Parallèlement, la bourgeoisie a constamment joué des rivalités entre prolétaires sédentarisés de force depuis le Moyen âge et nouveaux arrivants. Au début du XXe siècle, des grèves et des bagarres étaient courantes en milieu ouvrier, non par la théorie raciste intemporelle de la gauche caviar et de ses succédanés œufs de lump gauchiste, mais pour s’opposer à des concurrents qui faisaient baisser les salaires. L’hostilité et le long mépris persistant pour les femmes tenues à l’écart de la vie politique étaient du même ordre. Les femmes furent prolétarisées par devers les prolétaires masculins, enrégimentées en usine massivement dans les conditions de la guerre mondiale pour suppléer au fort taux de massacres masculins.

La fin des colonies n’a signifié ni développement de l’industrie dans les pays périphériques ni volonté d’éradiquer la pauvreté des zones féodales maintenues. Le maintien de la pauvreté dans les anciennes colonies, avec une jeune bourgeoisie qui s’arrogea par endroit à son tour le pillage des réserves naturelles, constitue depuis lors une réserve inépuisable de main d’œuvre, qui, devint cependant inflationniste. L’immense armée de réserve moderne est caractérisée implicitement comme « bouches inutiles ». Cette idée reçue qui exempte de toute responsabilité le capitalisme dans son maintien « involontaire » du « fléau » des inégalités et de la misère absolue, trouve son pendant et son appui dans la théorie gauchiste radotée depuis un demi-siècle, les minorités opprimées considérées comme avant-garde:

« Par le passé comme aujourd’hui, les migrants et les minorités ont souvent été à l’avant-garde des luttes contre les injustices. Au cœur de l’expérience migratoire, il y a la question sociale et les migrants représentent dans une certaine mesure un prolétariat mondial en mouvement. Dans ce sens, les migrations peuvent être interprétées comme une forme de « mouvement social pour la justice sociale mondiale » (Jordan & Düvell, 2003) (p.18).

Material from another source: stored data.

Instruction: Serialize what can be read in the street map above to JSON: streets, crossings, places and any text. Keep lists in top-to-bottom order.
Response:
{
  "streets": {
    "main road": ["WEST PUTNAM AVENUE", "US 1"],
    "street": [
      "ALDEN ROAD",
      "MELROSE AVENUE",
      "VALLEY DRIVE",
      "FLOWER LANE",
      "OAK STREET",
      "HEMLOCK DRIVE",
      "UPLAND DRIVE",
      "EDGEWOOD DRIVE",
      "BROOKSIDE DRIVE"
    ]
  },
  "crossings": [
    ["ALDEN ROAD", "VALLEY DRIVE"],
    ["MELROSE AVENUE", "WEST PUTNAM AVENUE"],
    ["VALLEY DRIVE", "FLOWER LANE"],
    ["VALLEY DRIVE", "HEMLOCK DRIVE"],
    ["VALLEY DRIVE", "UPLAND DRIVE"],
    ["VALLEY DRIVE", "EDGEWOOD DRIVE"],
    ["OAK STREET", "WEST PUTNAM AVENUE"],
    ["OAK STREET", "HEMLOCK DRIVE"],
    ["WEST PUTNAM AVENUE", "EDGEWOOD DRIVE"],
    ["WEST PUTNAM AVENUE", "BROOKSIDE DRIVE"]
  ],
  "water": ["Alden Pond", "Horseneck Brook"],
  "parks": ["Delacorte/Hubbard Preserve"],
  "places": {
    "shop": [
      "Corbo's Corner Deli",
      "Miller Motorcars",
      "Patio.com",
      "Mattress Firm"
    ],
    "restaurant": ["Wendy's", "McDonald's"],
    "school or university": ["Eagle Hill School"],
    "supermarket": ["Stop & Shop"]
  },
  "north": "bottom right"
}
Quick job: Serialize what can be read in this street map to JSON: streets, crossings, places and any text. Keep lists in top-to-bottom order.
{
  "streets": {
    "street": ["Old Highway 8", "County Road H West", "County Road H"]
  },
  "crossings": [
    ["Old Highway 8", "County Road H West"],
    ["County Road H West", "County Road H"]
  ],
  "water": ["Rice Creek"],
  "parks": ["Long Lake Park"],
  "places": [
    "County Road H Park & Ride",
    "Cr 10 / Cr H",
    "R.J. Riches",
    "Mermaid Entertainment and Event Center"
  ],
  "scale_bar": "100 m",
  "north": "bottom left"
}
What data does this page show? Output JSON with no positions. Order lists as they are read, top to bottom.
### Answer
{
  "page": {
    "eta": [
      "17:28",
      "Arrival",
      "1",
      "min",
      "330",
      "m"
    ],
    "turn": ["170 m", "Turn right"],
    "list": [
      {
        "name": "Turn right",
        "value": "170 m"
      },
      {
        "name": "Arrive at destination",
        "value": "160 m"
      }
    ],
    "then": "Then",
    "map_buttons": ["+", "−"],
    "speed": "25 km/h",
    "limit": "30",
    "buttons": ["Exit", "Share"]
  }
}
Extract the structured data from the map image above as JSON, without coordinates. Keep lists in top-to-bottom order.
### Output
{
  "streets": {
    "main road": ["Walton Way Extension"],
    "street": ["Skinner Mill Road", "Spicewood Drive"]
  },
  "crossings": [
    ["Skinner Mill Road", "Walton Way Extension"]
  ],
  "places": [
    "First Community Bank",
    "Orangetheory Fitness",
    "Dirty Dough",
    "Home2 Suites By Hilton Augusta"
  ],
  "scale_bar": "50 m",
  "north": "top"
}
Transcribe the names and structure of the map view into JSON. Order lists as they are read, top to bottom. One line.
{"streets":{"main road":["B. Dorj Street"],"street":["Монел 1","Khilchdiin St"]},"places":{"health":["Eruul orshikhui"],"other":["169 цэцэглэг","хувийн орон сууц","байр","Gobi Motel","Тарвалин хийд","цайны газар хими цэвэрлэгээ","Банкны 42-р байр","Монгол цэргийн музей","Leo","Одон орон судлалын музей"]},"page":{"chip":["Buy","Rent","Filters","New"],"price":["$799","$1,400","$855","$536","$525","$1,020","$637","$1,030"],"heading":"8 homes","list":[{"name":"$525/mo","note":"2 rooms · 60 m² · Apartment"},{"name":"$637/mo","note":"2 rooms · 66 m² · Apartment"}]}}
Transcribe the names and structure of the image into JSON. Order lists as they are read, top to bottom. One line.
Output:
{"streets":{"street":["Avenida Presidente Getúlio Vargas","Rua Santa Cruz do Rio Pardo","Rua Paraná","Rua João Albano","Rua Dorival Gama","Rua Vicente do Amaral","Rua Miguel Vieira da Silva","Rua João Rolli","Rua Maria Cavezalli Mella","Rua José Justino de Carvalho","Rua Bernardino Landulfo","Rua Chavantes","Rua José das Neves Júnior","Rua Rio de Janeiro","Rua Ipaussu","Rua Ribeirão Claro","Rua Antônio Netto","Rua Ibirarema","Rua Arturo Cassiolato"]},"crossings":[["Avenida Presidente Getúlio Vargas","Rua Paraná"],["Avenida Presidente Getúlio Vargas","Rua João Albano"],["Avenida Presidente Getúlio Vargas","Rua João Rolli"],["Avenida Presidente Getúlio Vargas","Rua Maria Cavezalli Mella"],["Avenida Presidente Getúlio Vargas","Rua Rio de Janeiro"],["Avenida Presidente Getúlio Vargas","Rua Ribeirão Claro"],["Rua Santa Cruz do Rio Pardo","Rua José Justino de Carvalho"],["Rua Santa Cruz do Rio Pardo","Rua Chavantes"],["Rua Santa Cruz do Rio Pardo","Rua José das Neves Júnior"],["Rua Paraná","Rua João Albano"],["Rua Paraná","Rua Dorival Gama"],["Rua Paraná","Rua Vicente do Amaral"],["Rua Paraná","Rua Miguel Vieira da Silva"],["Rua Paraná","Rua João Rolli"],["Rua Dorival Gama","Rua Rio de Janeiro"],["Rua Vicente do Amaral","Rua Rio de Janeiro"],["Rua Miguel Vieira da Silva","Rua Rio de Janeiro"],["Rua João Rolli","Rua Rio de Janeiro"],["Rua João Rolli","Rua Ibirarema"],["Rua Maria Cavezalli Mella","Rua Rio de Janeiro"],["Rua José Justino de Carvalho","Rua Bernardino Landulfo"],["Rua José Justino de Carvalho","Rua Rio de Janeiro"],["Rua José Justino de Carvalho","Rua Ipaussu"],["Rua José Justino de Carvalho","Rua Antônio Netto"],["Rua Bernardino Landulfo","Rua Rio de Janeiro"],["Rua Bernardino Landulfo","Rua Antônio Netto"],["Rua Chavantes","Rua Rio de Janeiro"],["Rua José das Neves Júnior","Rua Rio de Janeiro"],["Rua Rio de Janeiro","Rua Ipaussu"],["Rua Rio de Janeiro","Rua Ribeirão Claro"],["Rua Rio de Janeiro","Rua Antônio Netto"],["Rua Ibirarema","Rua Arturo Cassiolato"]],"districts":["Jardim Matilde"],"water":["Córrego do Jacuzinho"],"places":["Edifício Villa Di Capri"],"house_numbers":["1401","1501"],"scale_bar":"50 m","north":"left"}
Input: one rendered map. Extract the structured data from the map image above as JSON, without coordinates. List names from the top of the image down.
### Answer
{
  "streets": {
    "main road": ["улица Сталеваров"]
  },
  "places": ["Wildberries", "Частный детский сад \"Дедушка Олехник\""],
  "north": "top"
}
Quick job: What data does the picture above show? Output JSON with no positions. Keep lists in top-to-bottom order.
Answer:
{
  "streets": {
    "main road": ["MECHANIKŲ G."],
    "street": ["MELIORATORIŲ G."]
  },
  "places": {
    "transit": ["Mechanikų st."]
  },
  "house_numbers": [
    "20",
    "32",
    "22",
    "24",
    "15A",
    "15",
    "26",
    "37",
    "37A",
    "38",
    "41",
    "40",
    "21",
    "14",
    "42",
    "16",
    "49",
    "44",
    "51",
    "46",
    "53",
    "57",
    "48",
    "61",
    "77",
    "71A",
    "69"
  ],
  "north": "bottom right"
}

La « justice sociale mondiale », voilà bien une baudruche typique des sociologues hermétiques à la lutte des classes, et sur lesquels s’appuient nos rédacteurs anarchistes, à défaut d’une vision claire de l’être du prolétariat mondial. Qu’entend-on par « luttes contre les injustices » ? S’il s’agit de grèves contre les abus du patronat ou la répression de l’Etat, on compte nombreux d’immigrés italiens, espagnols, etc., en tête des combats de la classe ouvrière, non plus comme « migrants » mais comme « résidents » dans la région ou l’usine où ils subissaient l’exploitation comme les autochtones nationaux. Les injustices sont nombreuses, diverses et ne relèvent pas toute du social, de la politique ou de l’exigence de « papiers en règle ». Il existe des injustices dans toutes les classes. Il est des injustices qui ne nous concernent pas, dans la compétition entre hiérarques bourgeois par exemple ou de la part d’un mauvais arbitre de match de football. Le mot injustice n’explique rien et ne peut pas être un mot d’ordre de ralliement pour une classe en lutte. Injustice par rapport à quoi ?

L’injustice ne commence-t-elle pas par le fait d’être obligé de travailler pour vivre avec un salaire misérable ?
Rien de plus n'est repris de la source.